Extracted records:
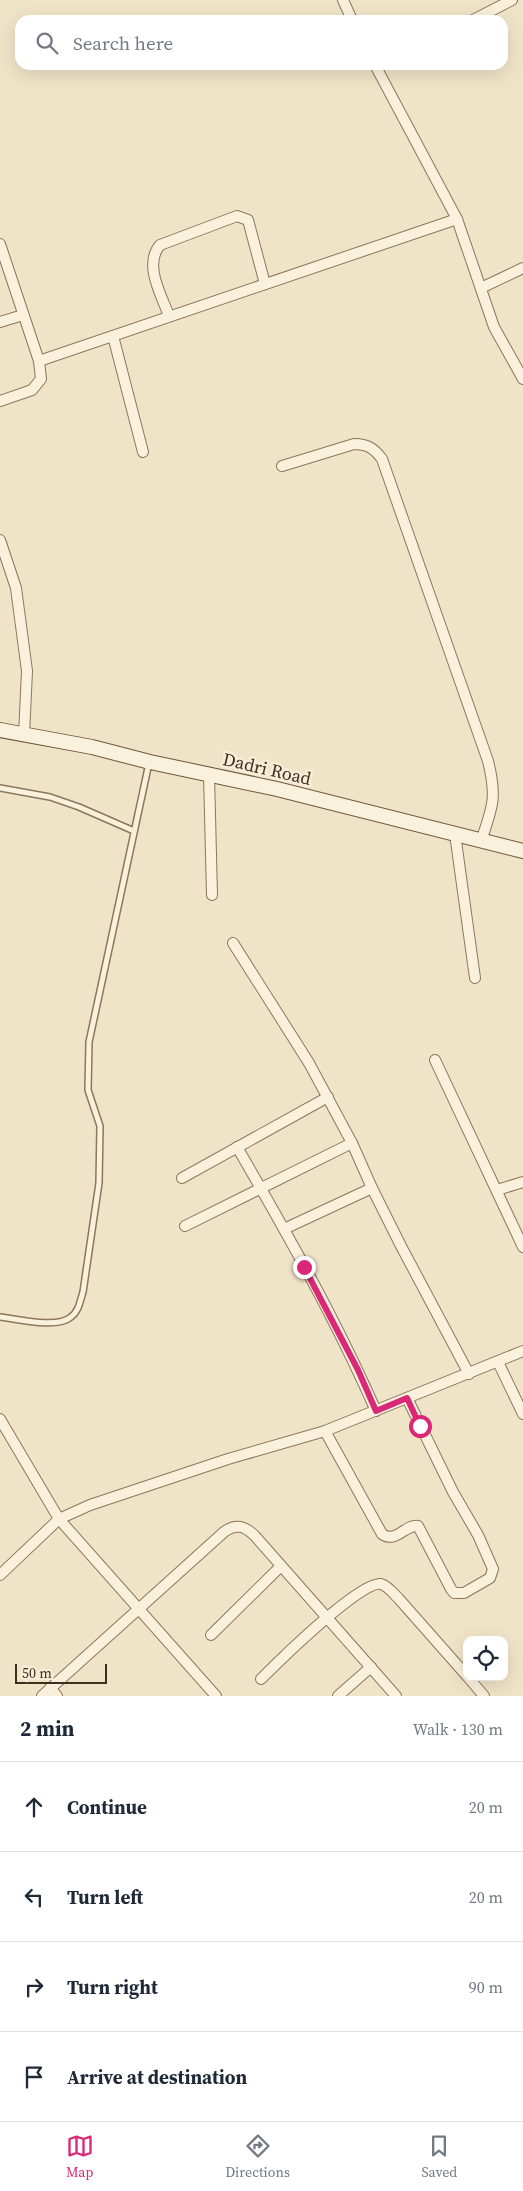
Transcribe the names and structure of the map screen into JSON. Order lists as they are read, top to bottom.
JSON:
{
  "streets": {
    "main road": ["Dadri Road"]
  },
  "scale_bar": "50 m",
  "page": {
    "search": "Search here",
    "scale": "50 m",
    "heading": ["2 min", "Walk · 130 m"],
    "list": [
      ["Continue", "20 m"],
      ["Turn left", "20 m"],
      ["Turn right", "90 m"],
      "Arrive at destination"
    ],
    "nav": ["Map", "Directions", "Saved"]
  }
}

> [What you need to do]:
For each record above, write it out exactly and omit any picture.

> [Response to the exercise]:
Transcribe the names and structure of the map screen into JSON. Order lists as they are read, top to bottom.
JSON:
{
  "streets": {
    "main road": ["Dadri Road"]
  },
  "scale_bar": "50 m",
  "page": {
    "search": "Search here",
    "scale": "50 m",
    "heading": ["2 min", "Walk · 130 m"],
    "list": [
      ["Continue", "20 m"],
      ["Turn left", "20 m"],
      ["Turn right", "90 m"],
      "Arrive at destination"
    ],
    "nav": ["Map", "Directions", "Saved"]
  }
}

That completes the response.